The true freshman receiver got his first regular season field action during Clemson's home opener Saturday
Beaux Collins got his first opportunity to see the field in Clemson’s 49-3 victory over South Carolina State on Saturday.
The true freshman wide receiver’s first time stepping on the grass happened to come in Clemson’s home opener, which was also the first time in a long time that Tigers fans had a chance to pack Memorial Stadium to the brim.
“It was a little nerve-wracking at first, being able to run down the hill, see all the fans,” Collins told reporters Monday. “As the game got going and I got going and I got my catch, I was a little calmer.”
Collins was able to settle in and catch three passes for 36 yards in his collegiate debut.
It’s also beneficial that Collins gets to catch passes from someone he’s familiar with — D.J. Uiagalelei.
“It helps a lot.
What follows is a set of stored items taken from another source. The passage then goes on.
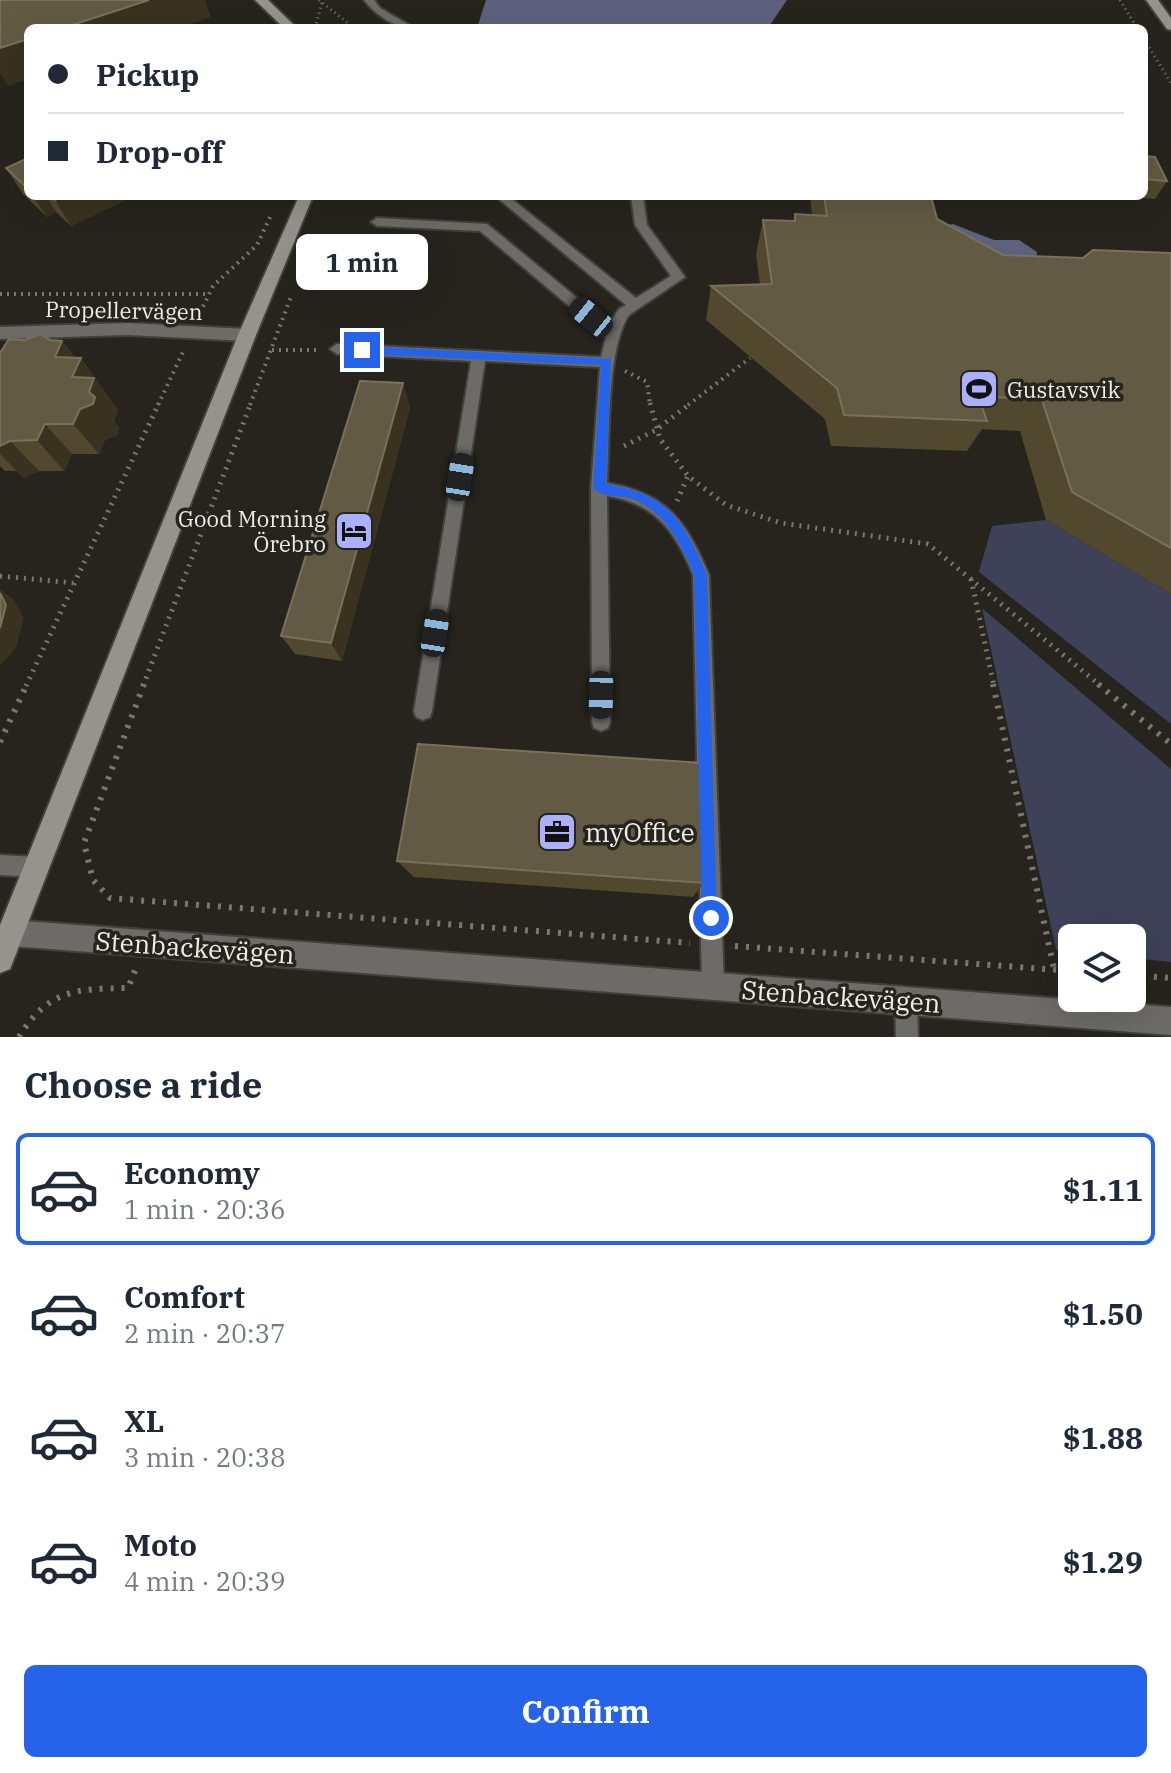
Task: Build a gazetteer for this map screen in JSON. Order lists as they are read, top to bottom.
{
  "streets": {
    "street": ["Propellervägen", "Stenbackevägen"]
  },
  "places": {
    "sports": ["Gustavsvik"],
    "hotel": ["Good Morning Örebro"],
    "office": ["myOffice"]
  },
  "page": {
    "banner": ["Pickup", "Drop-off"],
    "bubble": "1 min",
    "heading": "Choose a ride",
    "list": [
      {
        "name": "Economy",
        "note": "1 min · 20:36",
        "value": "$1.11"
      },
      {
        "name": "Comfort",
        "note": "2 min · 20:37",
        "value": "$1.50"
      },
      {
        "name": "XL",
        "note": "3 min · 20:38",
        "value": "$1.88"
      },
      {
        "name": "Moto",
        "note": "4 min · 20:39",
        "value": "$1.29"
      }
    ],
    "buttons": "Confirm"
  }
}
On and off the field it helps,” Collins said. “Being able to have a friend, off the field, that I’ve known for a while now. And then on the field, just having a good that I’ve played with, know how he throws the ball, know his tendencies and things like that. It’s helped a lot in the process.”
Uiagalelei has given his former St. John Bosco counterpart some advice as far as classes go and how to properly manage his time, according to Collins. The first time Collins was ever around his quarterback, he recognized just how mature and beyond his years Uiagalelei was.
Going back to his recruitment process, it was certainly beneficial that Uiagalelei was already committed to a high-level program across the country. During his junior season, Collins traveled to The Valley for a visit.
“I would say it played a pretty big role in my recruitment,” Collins said when asked about the role Uiagalelei’s presence played in his recruitment. “Being comfortable with somebody already and they go to a school that’s recruiting you, you don’t get that option a lot of times. And it’s at a pretty high level — Clemson — you can get any better than that as far as going there as a receiver. I took that into consideration with my decision.”
He attended the Dabo Swinney camp over the summer of 2019 and performed well. Clemson’s staff had already known about Collins through Uiagalelei, but when he came out to Clemson, that’s when he received an offer from Swinney.
“Ever since then, it was a pretty good relationship between Coach [Jeff ] Scott, who used to be here,” he said. “When Coach [Tyler] Grisham got the job, we really hit it off. I just fell in love with the place. Came on a couple more visits. Came to a game. It was a pretty easy process for me.”
Collins had and still has no concerns about being far away from home. He wanted to get away from his native California, after being on the West Coast his entire life. Collins said that he wanted to get a different feel for how things were in Tiger Town.
“It’s a lot slower, a lot calmer,” Collins said when asked to compare Clemson to his hometown. “I like it more out there though than the city. There’s a lot of traffic, things like that. But out here, people are nicer. I love it.”
As a true freshman, Collins already feels like he fits in pretty well. Of course, he had the benefit of arriving at Clemson in January as an early enrollee. His senior season of football was delayed to the spring because of the COVID-19 pandemic, but by that time he was already in Clemson.
It helps that he joined a room full of talented playmakers, where there’s a good relationship from the No. 1 wideout to the PWOs.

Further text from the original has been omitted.